Melbourne Steamship Co Ltd v Moorehead
15 CLR 333BC 1200025
(Decision by: Barton J) Court:
Judges:
Griffith CJ
Barton JIsaacs J
Judgment date: 21 October 1912
Decision by:
Barton J
I am of opinion that the view expressed by O'Connor, J, in Appleton v Moorehead , 8 CLR 330 at pp 379-80, 15 ALR p 241 at p 259, is the correct one --
It was, however, contended by Mr Mitchell, on behalf of the appellant, that even admitting that the Comptroller-General or his officers were not themselves acting judicially, yet in the use that could be made of the section the power was one that could be used not in a court of executive administration, but of judicial proceedings. He argued that as answers extracted from a person interrogated might, if he were subsequently tried, be used in evidence against him, the proceeding was analogous to the taking of evidence de bene esse by a commissioner acting under the order of the court; that, although the commissioner in such a proceeding is not himself acting judicially, yet the taking of the evidence is clearly a part of the judicial proceedings in the cause, and that similarly the power exercised by the Comptroller-General, being in aid of prosecutions or civil proceedings under the Act, was an exercise of judicial power within the meaning of s 71 of the Constitution. The answer to that contention is that there is an essential difference between the two proceedings. When a Judge orders the examination of a witness by commission, the evidence is taken on behalf of the court by its representative, under its order, in a cause pending, and is clearly part of the procedure in that cause. When the Comptroller makes his requirement under s 15B, there can be no proceedings pending in a court. He is not empowered to use the section with reference to an offence when once it has been brought within the cognisance of the court. The power to prevent any such interference by the Executive with a case pending before the ordinary tribunals is undoubtedly vested in this court by the Constitution. I take it, therefore, as clear that at the stage when the Comptroller-General is authorised to apply the provisions of the section, the suspected or alleged offence is no more within the cognisance of a court than if it were under preliminary consideration by the Police Department.
Broadly, on the ground there stated, s 15B was held to be within the constitutional powers of the Commonwealth.

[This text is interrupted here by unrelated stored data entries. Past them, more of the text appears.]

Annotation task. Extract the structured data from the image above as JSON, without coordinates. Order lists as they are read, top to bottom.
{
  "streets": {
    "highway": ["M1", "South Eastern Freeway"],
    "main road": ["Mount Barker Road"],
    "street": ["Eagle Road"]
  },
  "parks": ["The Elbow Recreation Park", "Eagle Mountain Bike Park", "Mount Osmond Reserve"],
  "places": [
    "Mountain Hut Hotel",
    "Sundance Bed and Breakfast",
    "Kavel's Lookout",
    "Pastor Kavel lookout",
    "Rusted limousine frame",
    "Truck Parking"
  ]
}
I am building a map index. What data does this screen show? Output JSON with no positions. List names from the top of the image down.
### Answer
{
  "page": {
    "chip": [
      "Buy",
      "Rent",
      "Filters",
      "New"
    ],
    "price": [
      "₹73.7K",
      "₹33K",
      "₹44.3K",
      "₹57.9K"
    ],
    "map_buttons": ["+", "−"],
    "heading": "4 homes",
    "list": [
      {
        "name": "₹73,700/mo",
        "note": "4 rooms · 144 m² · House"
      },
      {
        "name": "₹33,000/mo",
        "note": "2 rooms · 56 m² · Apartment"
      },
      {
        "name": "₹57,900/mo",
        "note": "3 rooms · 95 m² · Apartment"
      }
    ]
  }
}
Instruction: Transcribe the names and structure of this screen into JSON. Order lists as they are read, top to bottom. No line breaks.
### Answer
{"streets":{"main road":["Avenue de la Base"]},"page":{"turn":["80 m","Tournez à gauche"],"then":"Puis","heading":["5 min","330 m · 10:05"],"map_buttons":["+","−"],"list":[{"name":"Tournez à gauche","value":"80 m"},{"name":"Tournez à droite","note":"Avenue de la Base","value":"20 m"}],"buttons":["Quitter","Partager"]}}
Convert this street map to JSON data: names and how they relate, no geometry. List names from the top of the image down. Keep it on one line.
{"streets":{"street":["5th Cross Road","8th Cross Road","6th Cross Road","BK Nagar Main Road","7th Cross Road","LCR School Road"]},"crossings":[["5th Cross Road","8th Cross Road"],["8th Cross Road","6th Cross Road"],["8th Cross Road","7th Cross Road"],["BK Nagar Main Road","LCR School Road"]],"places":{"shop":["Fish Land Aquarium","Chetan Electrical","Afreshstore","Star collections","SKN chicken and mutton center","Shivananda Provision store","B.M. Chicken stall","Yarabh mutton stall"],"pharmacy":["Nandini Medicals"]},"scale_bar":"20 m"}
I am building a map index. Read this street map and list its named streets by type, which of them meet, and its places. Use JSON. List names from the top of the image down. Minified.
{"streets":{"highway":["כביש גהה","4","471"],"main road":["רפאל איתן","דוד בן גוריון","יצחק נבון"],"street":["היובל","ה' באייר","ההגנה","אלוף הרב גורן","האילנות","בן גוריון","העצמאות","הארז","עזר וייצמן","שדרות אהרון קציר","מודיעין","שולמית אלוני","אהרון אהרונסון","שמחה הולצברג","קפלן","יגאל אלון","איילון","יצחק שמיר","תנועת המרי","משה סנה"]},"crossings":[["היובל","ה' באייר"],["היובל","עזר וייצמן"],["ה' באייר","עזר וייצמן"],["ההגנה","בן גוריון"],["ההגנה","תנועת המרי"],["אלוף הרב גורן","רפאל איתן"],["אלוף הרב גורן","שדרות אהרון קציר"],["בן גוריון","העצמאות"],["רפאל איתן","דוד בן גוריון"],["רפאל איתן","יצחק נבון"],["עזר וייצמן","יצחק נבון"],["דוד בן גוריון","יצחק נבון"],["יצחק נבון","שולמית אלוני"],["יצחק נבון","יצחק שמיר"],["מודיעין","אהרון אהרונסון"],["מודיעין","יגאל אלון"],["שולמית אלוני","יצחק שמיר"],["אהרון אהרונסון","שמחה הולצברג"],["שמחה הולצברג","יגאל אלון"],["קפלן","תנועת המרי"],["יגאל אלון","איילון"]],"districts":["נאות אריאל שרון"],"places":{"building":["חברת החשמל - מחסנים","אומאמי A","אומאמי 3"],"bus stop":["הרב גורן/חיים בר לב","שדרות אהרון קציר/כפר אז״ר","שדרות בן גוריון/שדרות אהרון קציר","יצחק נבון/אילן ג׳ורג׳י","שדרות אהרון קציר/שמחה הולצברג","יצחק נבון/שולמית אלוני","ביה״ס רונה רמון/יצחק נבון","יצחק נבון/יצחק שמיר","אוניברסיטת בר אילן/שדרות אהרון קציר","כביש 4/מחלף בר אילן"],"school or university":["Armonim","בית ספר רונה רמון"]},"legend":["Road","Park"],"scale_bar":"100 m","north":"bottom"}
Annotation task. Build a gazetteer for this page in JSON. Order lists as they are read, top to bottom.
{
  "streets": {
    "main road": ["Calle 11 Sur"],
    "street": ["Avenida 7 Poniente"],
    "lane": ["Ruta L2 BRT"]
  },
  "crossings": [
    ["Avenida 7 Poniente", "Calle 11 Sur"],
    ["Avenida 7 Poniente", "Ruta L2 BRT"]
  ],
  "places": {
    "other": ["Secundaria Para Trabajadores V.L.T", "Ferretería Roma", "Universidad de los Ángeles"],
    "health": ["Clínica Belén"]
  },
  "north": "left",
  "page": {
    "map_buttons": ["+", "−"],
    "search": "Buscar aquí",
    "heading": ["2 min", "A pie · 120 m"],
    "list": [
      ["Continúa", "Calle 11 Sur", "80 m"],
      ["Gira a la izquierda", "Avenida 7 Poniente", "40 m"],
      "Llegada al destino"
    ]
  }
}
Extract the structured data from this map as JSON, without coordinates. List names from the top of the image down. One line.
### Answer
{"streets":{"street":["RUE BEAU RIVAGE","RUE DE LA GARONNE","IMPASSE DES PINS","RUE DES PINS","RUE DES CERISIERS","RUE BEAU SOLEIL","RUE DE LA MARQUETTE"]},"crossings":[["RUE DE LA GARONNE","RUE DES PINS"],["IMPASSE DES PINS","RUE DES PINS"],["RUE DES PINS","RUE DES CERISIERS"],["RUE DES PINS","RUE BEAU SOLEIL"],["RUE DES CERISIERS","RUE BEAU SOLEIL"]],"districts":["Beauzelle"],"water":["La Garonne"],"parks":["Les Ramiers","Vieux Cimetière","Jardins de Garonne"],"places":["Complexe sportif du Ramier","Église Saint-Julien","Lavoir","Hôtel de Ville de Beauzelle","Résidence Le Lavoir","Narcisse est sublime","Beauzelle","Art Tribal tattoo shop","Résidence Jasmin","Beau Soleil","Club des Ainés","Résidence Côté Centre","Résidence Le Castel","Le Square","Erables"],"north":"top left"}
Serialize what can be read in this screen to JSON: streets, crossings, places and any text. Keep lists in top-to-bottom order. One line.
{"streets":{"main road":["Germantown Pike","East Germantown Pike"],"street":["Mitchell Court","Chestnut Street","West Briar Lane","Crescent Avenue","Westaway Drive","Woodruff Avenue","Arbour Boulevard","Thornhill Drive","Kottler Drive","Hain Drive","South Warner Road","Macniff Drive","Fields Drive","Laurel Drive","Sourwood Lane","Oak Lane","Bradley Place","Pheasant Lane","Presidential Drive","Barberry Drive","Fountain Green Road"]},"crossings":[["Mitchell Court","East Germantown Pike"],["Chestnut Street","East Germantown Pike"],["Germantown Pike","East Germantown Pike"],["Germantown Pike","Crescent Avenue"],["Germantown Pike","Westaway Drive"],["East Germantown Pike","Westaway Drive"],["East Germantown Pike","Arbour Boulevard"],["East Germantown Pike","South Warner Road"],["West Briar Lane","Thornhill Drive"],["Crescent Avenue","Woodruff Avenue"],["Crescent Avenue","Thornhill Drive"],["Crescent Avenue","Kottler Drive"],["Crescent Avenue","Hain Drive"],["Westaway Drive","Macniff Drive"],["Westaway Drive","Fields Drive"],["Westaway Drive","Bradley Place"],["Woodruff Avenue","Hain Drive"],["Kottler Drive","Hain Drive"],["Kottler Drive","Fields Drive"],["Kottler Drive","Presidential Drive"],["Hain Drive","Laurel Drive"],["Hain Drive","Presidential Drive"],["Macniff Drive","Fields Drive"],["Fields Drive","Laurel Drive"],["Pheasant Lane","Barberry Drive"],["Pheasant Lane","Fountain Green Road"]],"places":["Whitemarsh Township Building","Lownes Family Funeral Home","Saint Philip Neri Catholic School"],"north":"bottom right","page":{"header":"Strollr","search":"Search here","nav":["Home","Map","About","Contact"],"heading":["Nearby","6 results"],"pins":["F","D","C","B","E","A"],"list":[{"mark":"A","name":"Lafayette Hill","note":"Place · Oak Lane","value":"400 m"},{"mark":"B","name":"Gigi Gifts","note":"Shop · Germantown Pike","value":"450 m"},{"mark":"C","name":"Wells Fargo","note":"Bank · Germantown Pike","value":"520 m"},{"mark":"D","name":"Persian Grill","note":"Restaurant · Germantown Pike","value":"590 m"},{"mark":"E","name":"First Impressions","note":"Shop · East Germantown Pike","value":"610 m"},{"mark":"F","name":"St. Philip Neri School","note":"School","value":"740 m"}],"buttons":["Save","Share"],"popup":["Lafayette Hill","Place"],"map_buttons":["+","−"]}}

If it were read as an interference with judicial proceedings, it would be an exercise by the Legislature of a power vested by the Constitution in the judicature. It cannot be so read if it is, as without doubt it is, open to an interpretation consistent with the Constitution. Such an interpretation removes it altogether from the arena of judicial proceedings, and it follows that such a use of it as was admitted by Mr Sharwood, on behalf of the Crown Solicitor, was unauthorised by law, and that the defendant was not bound to answer the questions administered under cover of this section in an inquiry in aid of pending judicial proceedings. When the point has been reached at which the Crown initiates such proceedings in respect of the subject-matter of the questions, there is no right in the Comptroller-General to institute such an inquiry. That subject-matter has passed into the hands of the court alone. But it is said the questions might have been put in an effort to discover whether the appellants were parties to some contract or combination charged in the information in the prosecution then pending against others as a foundation for proceedings against the defendants themselves. That might properly have been said but for the evidence, which is that the questions were put in aid of the then pending proceedings. In face of that evidence, it is useless to speculate on what might have been. When the appellants refused to answer, they were justified by law, and that is sufficient for the purposes of this case.
On the second point I am of opinion that the very marked difference in expression between ss 15B and 15C evinces an intention that in the first of these two sections the word "person" is not to include corporations. The reason for that difference exists in the fact that s 15B is intended for the eliciting of evidence similar to that of a witness in a forensic investigation, although the proceeding is not a judicial one. A corporation cannot give evidence as a witness, any more than it can make an affidavit, and I think the distinction between a corporation and a person in this regard was intended to be expressed in the terms of these two sections.
I am therefore of opinion that the appeal succeeds on both grounds.